Search the records for the string "shadow", then copy each line that has it.

- - - -

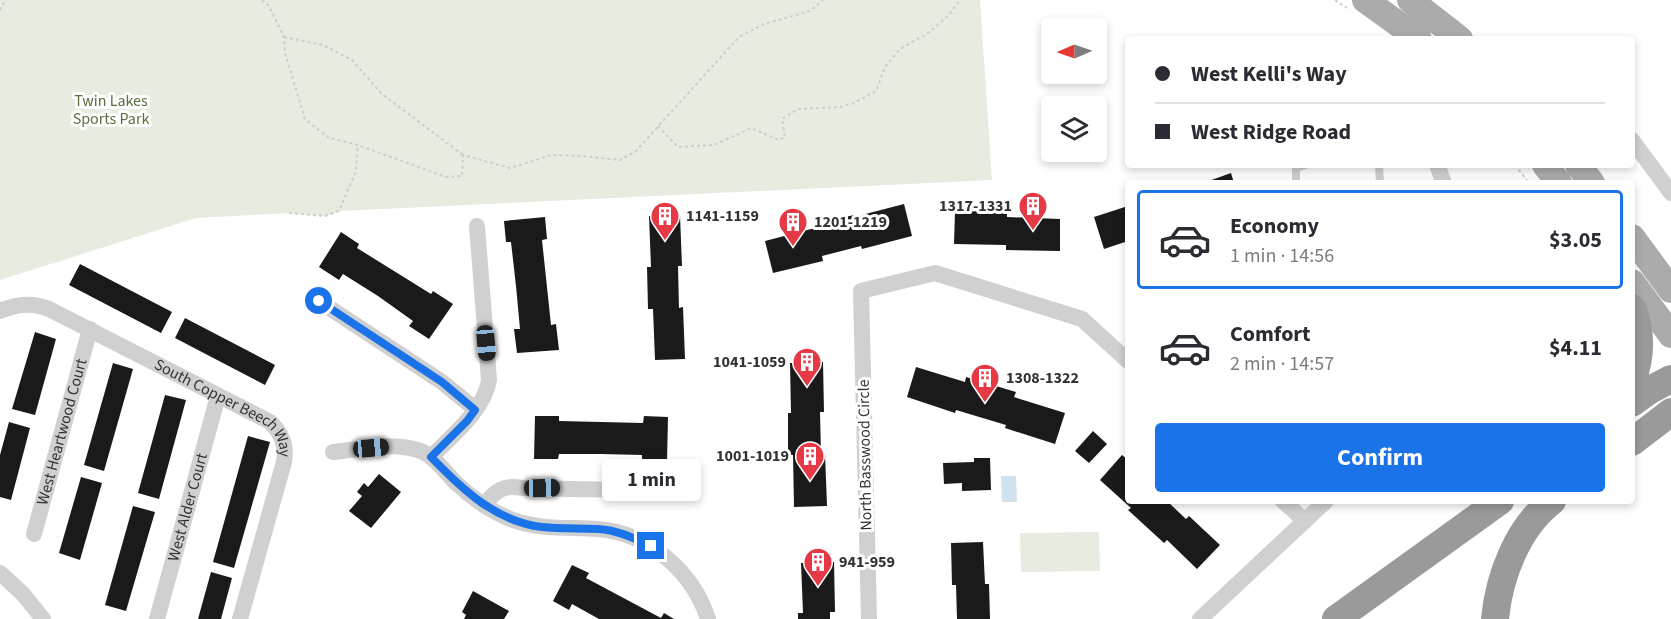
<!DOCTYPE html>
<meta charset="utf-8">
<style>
:root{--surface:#fff;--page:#f2f2f3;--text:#2b2b33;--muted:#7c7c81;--line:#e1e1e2;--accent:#1a73e8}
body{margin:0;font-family:"Source Sans 3",sans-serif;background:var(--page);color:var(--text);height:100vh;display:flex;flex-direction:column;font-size:22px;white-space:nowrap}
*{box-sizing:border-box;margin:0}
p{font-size:20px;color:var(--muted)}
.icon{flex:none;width:33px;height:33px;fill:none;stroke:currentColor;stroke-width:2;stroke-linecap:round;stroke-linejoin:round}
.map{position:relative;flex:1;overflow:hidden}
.drawer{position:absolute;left:1125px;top:180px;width:510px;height:324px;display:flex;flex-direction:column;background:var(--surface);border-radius:6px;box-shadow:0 3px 9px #0003}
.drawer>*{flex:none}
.banner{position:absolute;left:1125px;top:36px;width:510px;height:132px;border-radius:6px;box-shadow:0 3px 9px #0003;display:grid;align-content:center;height:132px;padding:0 30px;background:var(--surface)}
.needle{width:39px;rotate:268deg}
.buttons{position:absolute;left:1041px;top:18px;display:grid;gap:12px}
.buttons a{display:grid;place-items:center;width:66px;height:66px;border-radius:6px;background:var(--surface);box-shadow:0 3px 9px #0003;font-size:30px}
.end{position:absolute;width:27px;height:27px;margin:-14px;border:8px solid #1a73e8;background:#fff;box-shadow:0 0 0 3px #fff}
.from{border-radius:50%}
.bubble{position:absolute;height:42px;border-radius:6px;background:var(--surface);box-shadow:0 3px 9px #0003;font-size:20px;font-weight:700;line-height:42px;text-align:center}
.car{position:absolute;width:18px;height:36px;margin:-18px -9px;border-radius:8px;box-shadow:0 0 4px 2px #0007;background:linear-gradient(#222 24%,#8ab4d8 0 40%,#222 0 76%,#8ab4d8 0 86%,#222 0)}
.banner b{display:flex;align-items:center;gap:21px;height:57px;font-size:22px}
.banner b+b{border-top:2px solid var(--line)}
.banner i{width:15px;height:15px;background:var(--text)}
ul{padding:10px 0 0;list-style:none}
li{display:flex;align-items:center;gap:18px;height:99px;margin:0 12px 9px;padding:0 18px;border:3px solid transparent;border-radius:6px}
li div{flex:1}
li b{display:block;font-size:22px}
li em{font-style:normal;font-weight:700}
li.on{border-color:var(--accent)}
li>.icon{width:54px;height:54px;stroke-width:1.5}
.cta{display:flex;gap:12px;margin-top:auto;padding:12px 30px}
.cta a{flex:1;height:69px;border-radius:6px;background:var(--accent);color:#fff;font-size:24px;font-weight:700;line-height:69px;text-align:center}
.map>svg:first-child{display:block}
</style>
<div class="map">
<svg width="1671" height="619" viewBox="0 0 1671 619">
<rect width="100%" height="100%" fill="#fff"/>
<path fill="#e6ecdf" d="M0,0h980l12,180 -652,31 -15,5 -36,-3 -93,5 -196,62z
M1099,532l1,39 -79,1 -1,-39z"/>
<path fill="#cfe2ee" d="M1001,476h15l1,26h-15z"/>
<path fill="#1a1a1a" d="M1231,173l3,10h-31z
M904,204l8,32 -50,13 -1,-3 -39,10 1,5 -50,12 -8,-32 50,-13 -1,-4 40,-9v2z
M1128,206v35l-24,8 -10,-32z
M955,211l52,1v5l53,2v32l-54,-1v-5l-52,-1z
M680,215l2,51h-4l1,42 4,-1 2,52 -30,1 -2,-51h-5l-1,-42h4l-2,-51z
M545,217l2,22 -5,1 9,85 5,-1 3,26 -42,3 -3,-24h6l-4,-43 -5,-44h-5l-2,-21z
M341,232l18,12 -2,4 74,46 2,-3 20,13 -24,35 -20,-13 4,-5 -35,-25 -35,-22 -4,6 -20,-13z
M80,264l92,48 -11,21 -92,-48z
M185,318l90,47 -10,20 -90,-47z
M35,332l21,7 -21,76 -23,-6z
M823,362l1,50h-4l1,42h4l2,52 -33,1 -1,-52h-5v-42h3l-1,-50z
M113,363l20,6 -29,102 -20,-6z
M916,367l49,15 1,-5 50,15 -2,5 51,16 -10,31 -50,-16 1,-3 -50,-15 -1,3 -48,-16z
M165,395l21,5 -27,99 -21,-6z
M535,416h24v5l84,2 1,-7 24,1 -1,45 -25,-1v-6l-42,-1h-41l-1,5h-24z
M9,422l21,6 -19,72 -11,-3v-42z
M1093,431l14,13 -18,19 -14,-12z
M248,436l22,6 -36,126 -21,-6z
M1122,455l6,5v41h39l19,18 3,-3 31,29 -23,24 -30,-29 -3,3 -36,-33 3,-2 -31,-28z
M974,458h16l1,32 -29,1v-8l-18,1 -1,-21 31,-1z
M379,474l22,18 -30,36 -22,-17 13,-15 -5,-4 7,-9 4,4z
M81,477l21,6 -22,77 -21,-7z
M133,506l22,6 -29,99 -21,-6z
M983,542l2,42h4l1,35h-33l-1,-34h-4l-1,-42z
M834,562l1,50h-5v7h-32v-6h5l-2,-50z
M572,565l17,8 -3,5 75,40 3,-5 10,6h-75l-27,-15 -3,6 -16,-9z
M211,572l21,6 -11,41h-23z
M473,591l36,20 -5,8h-40l2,-4 -4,-3z"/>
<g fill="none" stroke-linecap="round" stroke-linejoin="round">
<path stroke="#cdcdcd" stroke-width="2" stroke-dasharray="3 3" stroke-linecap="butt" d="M262,0l7,6 15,31 1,16 20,66 24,19 29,7 88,32 16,-1 1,-21 47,13 41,-13 32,1 37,4 15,-8 104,-115 25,-13 46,-13 13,-11
M1335,0l12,8
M0,10l5,-10
M284,37l39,8 29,15 30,34 81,61
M658,126l20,21 36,-2 37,-17 28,12 6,-3 -3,-18 16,-10 42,-2 14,-4 22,-12 9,-24 15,-18 28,-16 20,-17 12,-16
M1515,165l14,18
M289,213l36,3 14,-5 17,-40 2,-26"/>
<path stroke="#d0d0d0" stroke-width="8" d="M1379,165l1,18
M1296,183v-15l9,-3"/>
<g stroke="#d0d0d0" stroke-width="16">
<path d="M1632,140l39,53"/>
<path d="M1437,165l7,18"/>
<path d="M319,301l123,81 33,27"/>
<path id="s1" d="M0,311c16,-7 32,-9 49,-2l221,113c12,11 17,24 14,40l-44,157"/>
<path d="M333,452c28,-3 63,-11 90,0 13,6 23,21 33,31 16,15 36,29 57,37 28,10 56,7 85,9 51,4 95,43 110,90"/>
<path d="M431,457c21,-21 54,-48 58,-77l-12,-154"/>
<path d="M1283,501l22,20"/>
<path d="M484,505c11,-14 20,-21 38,-17l154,3"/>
<path id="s2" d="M34,534l56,-205"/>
<path d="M0,573l23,21 20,25"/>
<path id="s3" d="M157,619l61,-223"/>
<path d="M869,619l-8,-328 74,-18 147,46 46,42"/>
<path d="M1200,619l126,-118"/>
</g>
<path stroke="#ababab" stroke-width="26" d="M1365,0l54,39
M1410,0l50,39
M1545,165l14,18
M1578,165l14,18
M1632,237l39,53
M1632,282l39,53"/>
<path stroke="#9a9a9a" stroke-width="28" d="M1632,308c10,25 9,49 0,73
M1632,403l18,-13 21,-11
M1632,442l39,-30
M1336,619l164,-118
M1495,619c4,-42 22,-91 57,-118"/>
</g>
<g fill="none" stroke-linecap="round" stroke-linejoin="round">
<path stroke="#1a73e8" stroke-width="8" d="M319,301l123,81 33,28 -8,11 -36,36c32,33 64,64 111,70 19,2 38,1 56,2 19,1 36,9 53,17"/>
</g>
<defs>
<g id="building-pin" transform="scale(1.5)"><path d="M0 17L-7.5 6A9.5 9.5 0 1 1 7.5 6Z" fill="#e63946" stroke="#fff"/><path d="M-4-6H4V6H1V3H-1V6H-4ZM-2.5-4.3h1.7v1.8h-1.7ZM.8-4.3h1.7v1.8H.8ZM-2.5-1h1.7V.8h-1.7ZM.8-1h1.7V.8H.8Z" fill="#fff"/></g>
</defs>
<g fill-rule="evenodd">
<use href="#building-pin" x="1033" y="206"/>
<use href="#building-pin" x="665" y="216"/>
<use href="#building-pin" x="793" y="222"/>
<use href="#building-pin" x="807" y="362"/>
<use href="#building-pin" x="985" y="378"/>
<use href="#building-pin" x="810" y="456"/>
<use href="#building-pin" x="818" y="562"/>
</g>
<g text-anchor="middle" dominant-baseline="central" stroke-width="6" stroke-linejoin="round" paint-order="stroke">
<g font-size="16" fill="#56703f" stroke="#fff">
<text x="111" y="101">Twin Lakes<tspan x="111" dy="18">Sports Park</tspan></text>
</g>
<g font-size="16" font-weight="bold" fill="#333" stroke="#fff" text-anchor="start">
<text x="1012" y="206" text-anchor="end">1317-1331</text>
<text x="686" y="216">1141-1159</text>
<text x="814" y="222">1201-1219</text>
<text x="786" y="362" text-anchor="end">1041-1059</text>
<text x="1006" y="378">1308-1322</text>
<text x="789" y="456" text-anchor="end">1001-1019</text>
<text x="839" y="562">941-959</text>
</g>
<g font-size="16" fill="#333" stroke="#fff">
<text stroke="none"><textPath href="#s1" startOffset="254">South Copper Beech Way</textPath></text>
<text stroke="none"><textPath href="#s2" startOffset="106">West Heartwood Court</textPath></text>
<text transform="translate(865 455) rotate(-91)">North Basswood Circle</text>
<text stroke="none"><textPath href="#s3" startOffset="116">West Alder Court</textPath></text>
</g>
</g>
</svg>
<div class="buttons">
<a><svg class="needle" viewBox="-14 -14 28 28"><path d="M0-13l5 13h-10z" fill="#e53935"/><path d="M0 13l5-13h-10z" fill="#7c7c81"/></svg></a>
<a><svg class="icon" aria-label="layers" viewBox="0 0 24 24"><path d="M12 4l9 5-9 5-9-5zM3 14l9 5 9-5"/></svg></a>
</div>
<i class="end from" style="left:319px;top:301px"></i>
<i class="end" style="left:651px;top:546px"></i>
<div class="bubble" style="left:602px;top:459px;width:99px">1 min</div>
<i class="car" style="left:486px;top:343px;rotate:175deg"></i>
<i class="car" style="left:371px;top:448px;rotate:85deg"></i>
<i class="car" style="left:542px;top:488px;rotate:89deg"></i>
<div class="banner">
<b><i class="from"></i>West Kelli's Way</b>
<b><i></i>West Ridge Road</b>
</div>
<section class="drawer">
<ul>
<li class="on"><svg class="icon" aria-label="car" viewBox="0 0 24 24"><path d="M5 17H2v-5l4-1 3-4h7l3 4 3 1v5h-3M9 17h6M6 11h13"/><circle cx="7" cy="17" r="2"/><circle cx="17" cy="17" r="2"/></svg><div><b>Economy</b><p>1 min · 14:56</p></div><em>$3.05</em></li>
<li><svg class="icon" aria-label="car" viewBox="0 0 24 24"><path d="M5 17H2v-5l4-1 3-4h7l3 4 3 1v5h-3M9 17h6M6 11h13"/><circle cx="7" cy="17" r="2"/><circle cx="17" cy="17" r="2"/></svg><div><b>Comfort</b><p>2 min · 14:57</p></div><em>$4.11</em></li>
</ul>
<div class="cta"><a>Confirm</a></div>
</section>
</div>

- - - -

Written answer:
.drawer{position:absolute;left:1125px;top:180px;width:510px;height:324px;display:flex;flex-direction:column;background:var(--surface);border-radius:6px;box-shadow:0 3px 9px #0003}
.banner{position:absolute;left:1125px;top:36px;width:510px;height:132px;border-radius:6px;box-shadow:0 3px 9px #0003;display:grid;align-content:center;height:132px;padding:0 30px;background:var(--surface)}
.buttons a{display:grid;place-items:center;width:66px;height:66px;border-radius:6px;background:var(--surface);box-shadow:0 3px 9px #0003;font-size:30px}
.end{position:absolute;width:27px;height:27px;margin:-14px;border:8px solid #1a73e8;background:#fff;box-shadow:0 0 0 3px #fff}
.bubble{position:absolute;height:42px;border-radius:6px;background:var(--surface);box-shadow:0 3px 9px #0003;font-size:20px;font-weight:700;line-height:42px;text-align:center}
.car{position:absolute;width:18px;height:36px;margin:-18px -9px;border-radius:8px;box-shadow:0 0 4px 2px #0007;background:linear-gradient(#222 24%,#8ab4d8 0 40%,#222 0 76%,#8ab4d8 0 86%,#222 0)}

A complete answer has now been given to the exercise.